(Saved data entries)
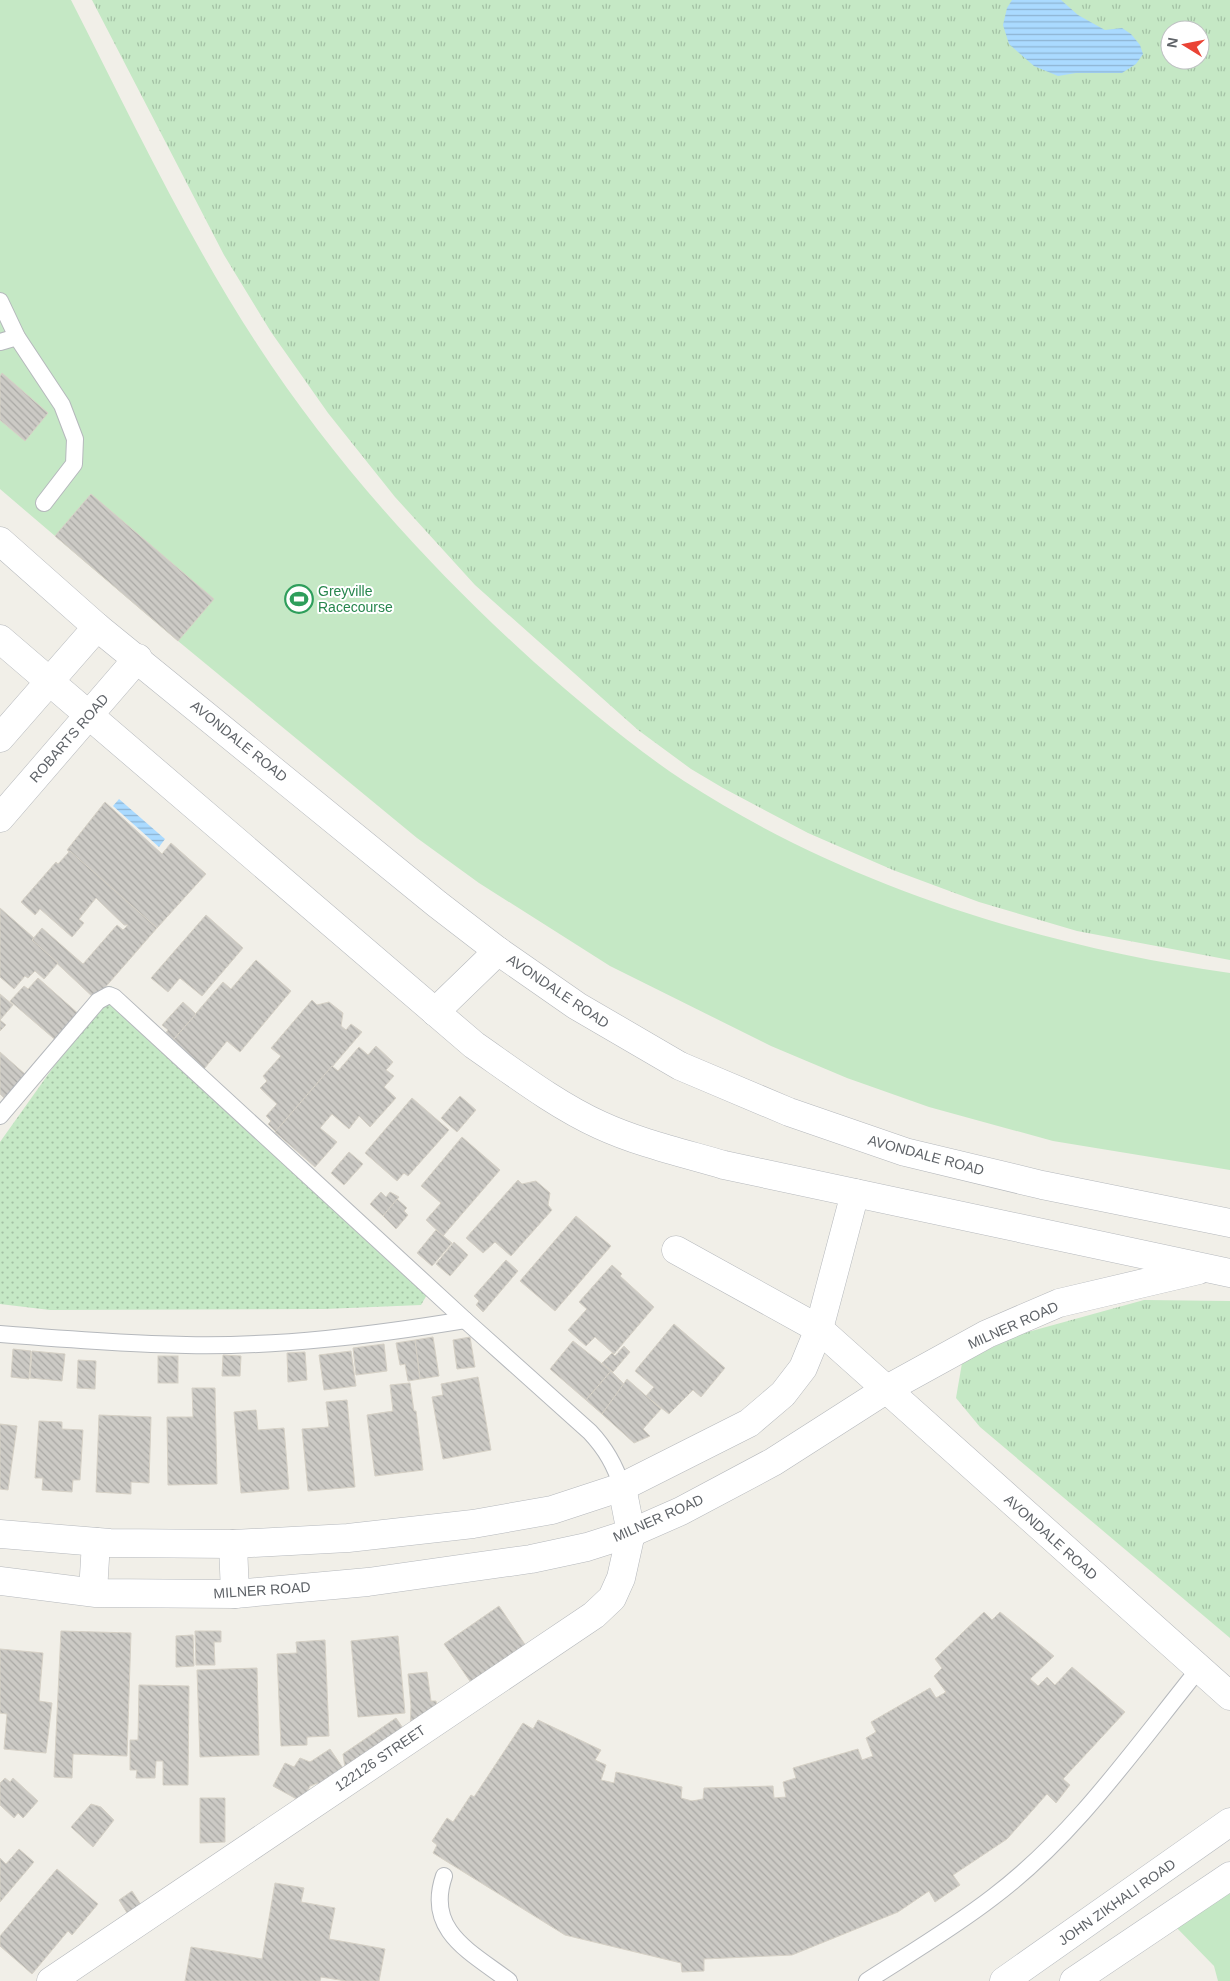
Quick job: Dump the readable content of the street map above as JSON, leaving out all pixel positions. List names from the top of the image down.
{
  "streets": {
    "street": [
      "ROBARTS ROAD",
      "AVONDALE ROAD",
      "MILNER ROAD",
      "122126 STREET",
      "JOHN ZIKHALI ROAD"
    ]
  },
  "crossings": [
    ["ROBARTS ROAD", "AVONDALE ROAD"],
    ["AVONDALE ROAD", "MILNER ROAD"],
    ["MILNER ROAD", "122126 STREET"]
  ],
  "places": {
    "sports": ["Greyville Racecourse"]
  },
  "north": "left"
}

Task brief:
Could you set down the records above word for word, without any of the pictures?

Response box:
Quick job: Dump the readable content of the street map above as JSON, leaving out all pixel positions. List names from the top of the image down.
{
  "streets": {
    "street": [
      "ROBARTS ROAD",
      "AVONDALE ROAD",
      "MILNER ROAD",
      "122126 STREET",
      "JOHN ZIKHALI ROAD"
    ]
  },
  "crossings": [
    ["ROBARTS ROAD", "AVONDALE ROAD"],
    ["AVONDALE ROAD", "MILNER ROAD"],
    ["MILNER ROAD", "122126 STREET"]
  ],
  "places": {
    "sports": ["Greyville Racecourse"]
  },
  "north": "left"
}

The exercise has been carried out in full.